**Directions for this task**
Would you transcribe the records below from the line with "Map reading. Read" to the line with "Quick job: Read", ends included, exactly and with nothing more, leaving the pictures out?

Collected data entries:

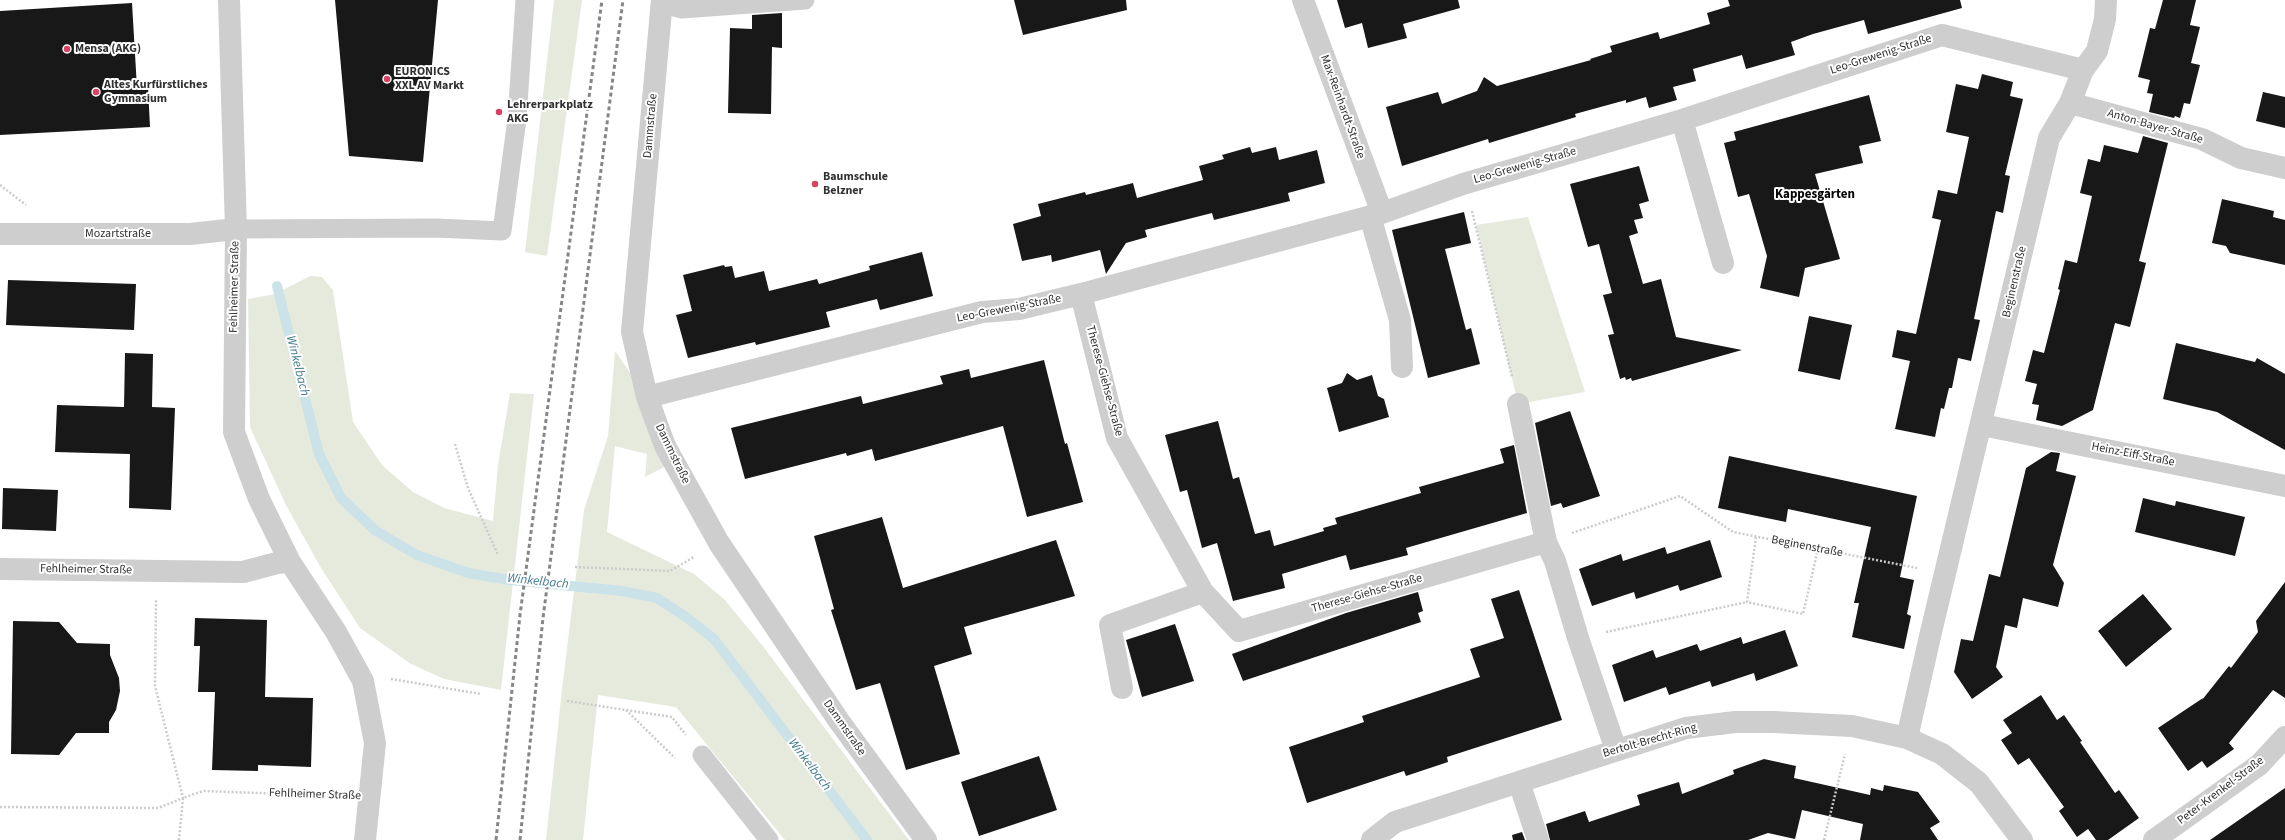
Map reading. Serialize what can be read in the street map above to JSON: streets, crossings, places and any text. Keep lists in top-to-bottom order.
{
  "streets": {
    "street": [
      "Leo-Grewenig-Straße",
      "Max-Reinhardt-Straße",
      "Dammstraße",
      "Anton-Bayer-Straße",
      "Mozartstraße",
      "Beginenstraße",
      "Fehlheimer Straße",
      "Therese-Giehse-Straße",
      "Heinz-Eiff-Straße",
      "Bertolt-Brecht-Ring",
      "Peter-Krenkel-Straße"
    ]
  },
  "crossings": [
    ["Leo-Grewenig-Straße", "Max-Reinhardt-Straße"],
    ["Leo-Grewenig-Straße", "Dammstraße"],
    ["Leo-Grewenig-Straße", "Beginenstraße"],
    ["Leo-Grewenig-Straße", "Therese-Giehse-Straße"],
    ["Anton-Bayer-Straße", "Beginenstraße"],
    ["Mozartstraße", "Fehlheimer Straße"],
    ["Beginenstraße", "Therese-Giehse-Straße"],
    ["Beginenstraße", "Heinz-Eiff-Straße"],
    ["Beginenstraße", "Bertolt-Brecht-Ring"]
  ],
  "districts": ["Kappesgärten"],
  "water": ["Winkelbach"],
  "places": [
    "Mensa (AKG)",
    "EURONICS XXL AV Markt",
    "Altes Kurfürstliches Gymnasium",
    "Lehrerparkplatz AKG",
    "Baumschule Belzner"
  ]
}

---

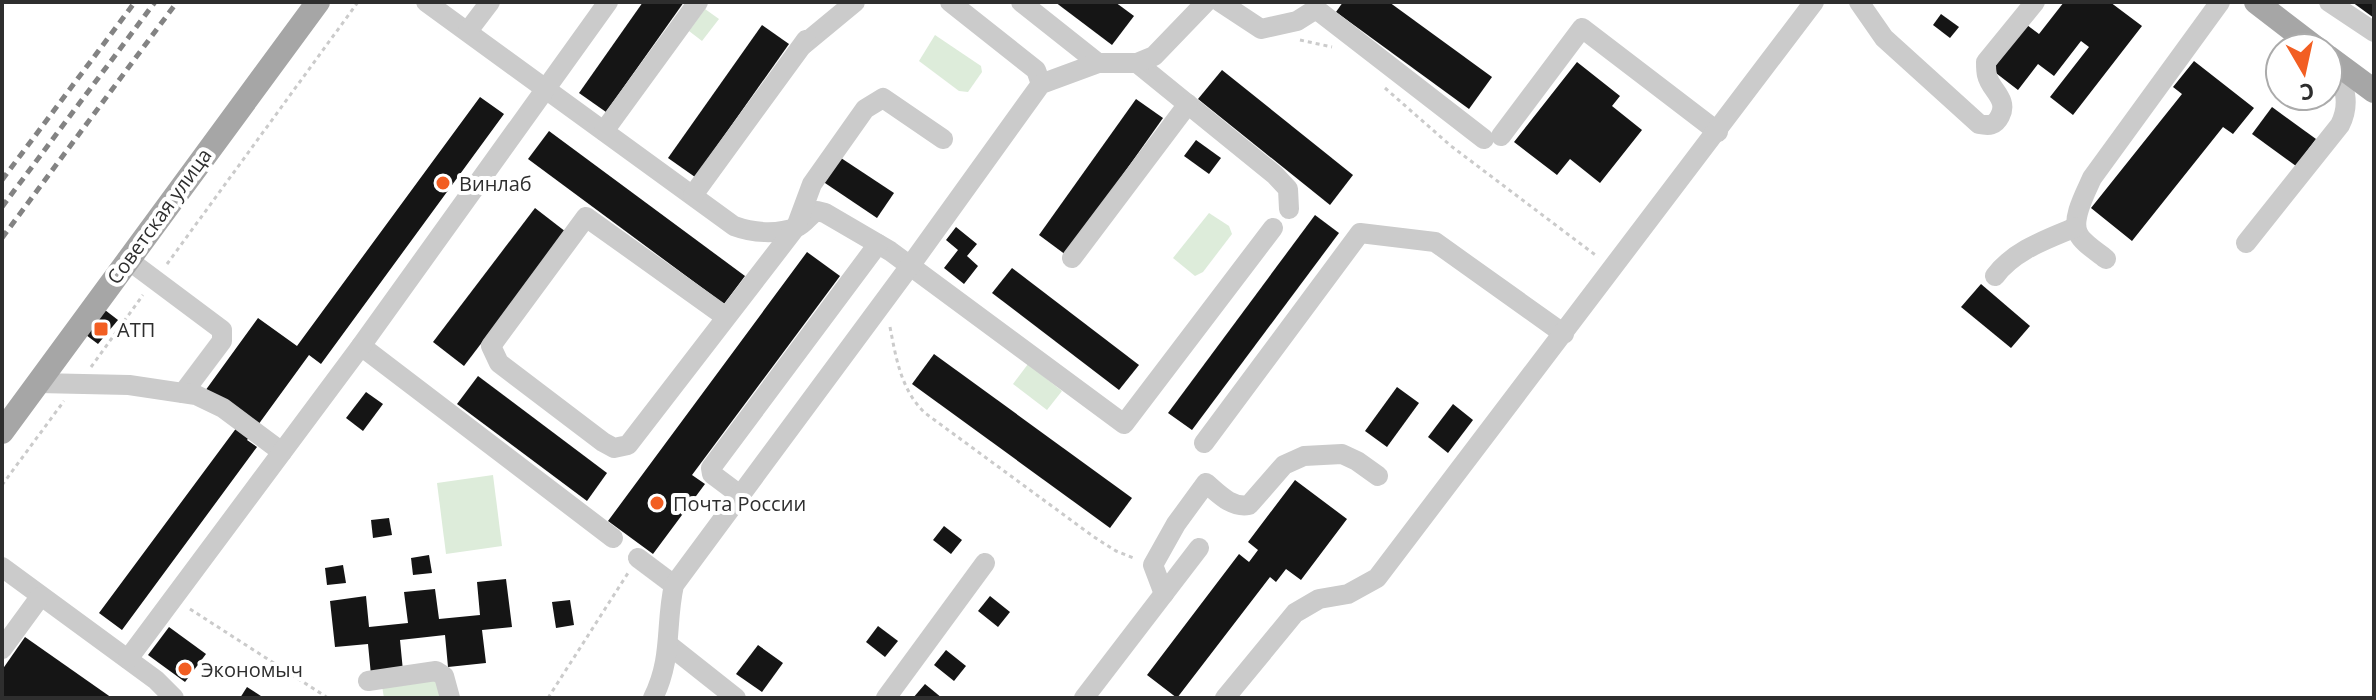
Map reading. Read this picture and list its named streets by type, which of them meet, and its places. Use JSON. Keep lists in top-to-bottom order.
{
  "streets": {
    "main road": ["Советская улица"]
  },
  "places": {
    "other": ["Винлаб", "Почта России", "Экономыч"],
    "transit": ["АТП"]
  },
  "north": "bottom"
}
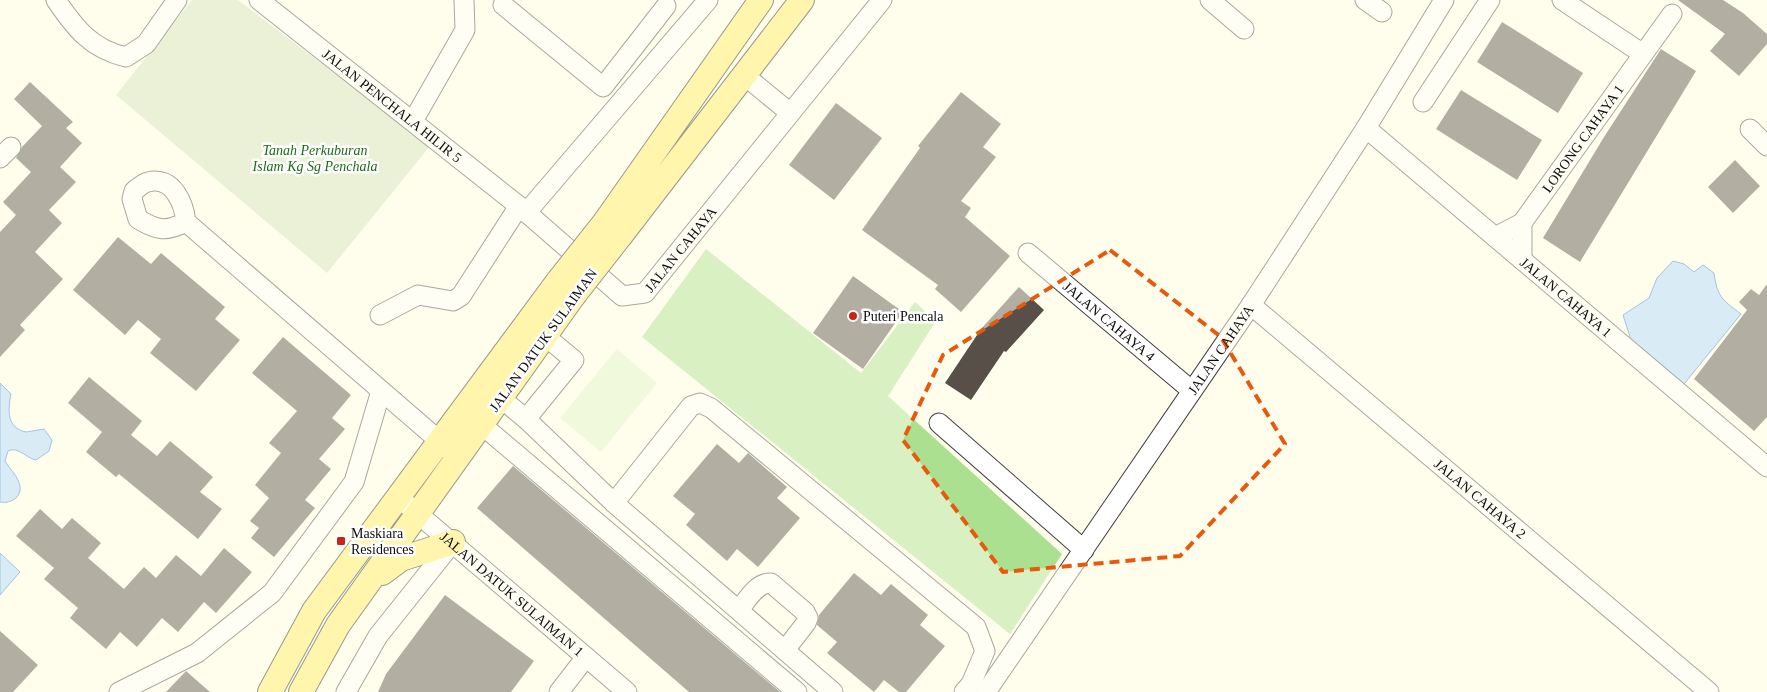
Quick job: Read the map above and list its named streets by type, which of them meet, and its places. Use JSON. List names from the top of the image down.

**Response to the task**
Map reading. Read this picture and list its named streets by type, which of them meet, and its places. Use JSON. Keep lists in top-to-bottom order.
{
  "streets": {
    "main road": ["Советская улица"]
  },
  "places": {
    "other": ["Винлаб", "Почта России", "Экономыч"],
    "transit": ["АТП"]
  },
  "north": "bottom"
}
Quick job: Read the map above and list its named streets by type, which of them meet, and its places. Use JSON. List names from the top of the image down.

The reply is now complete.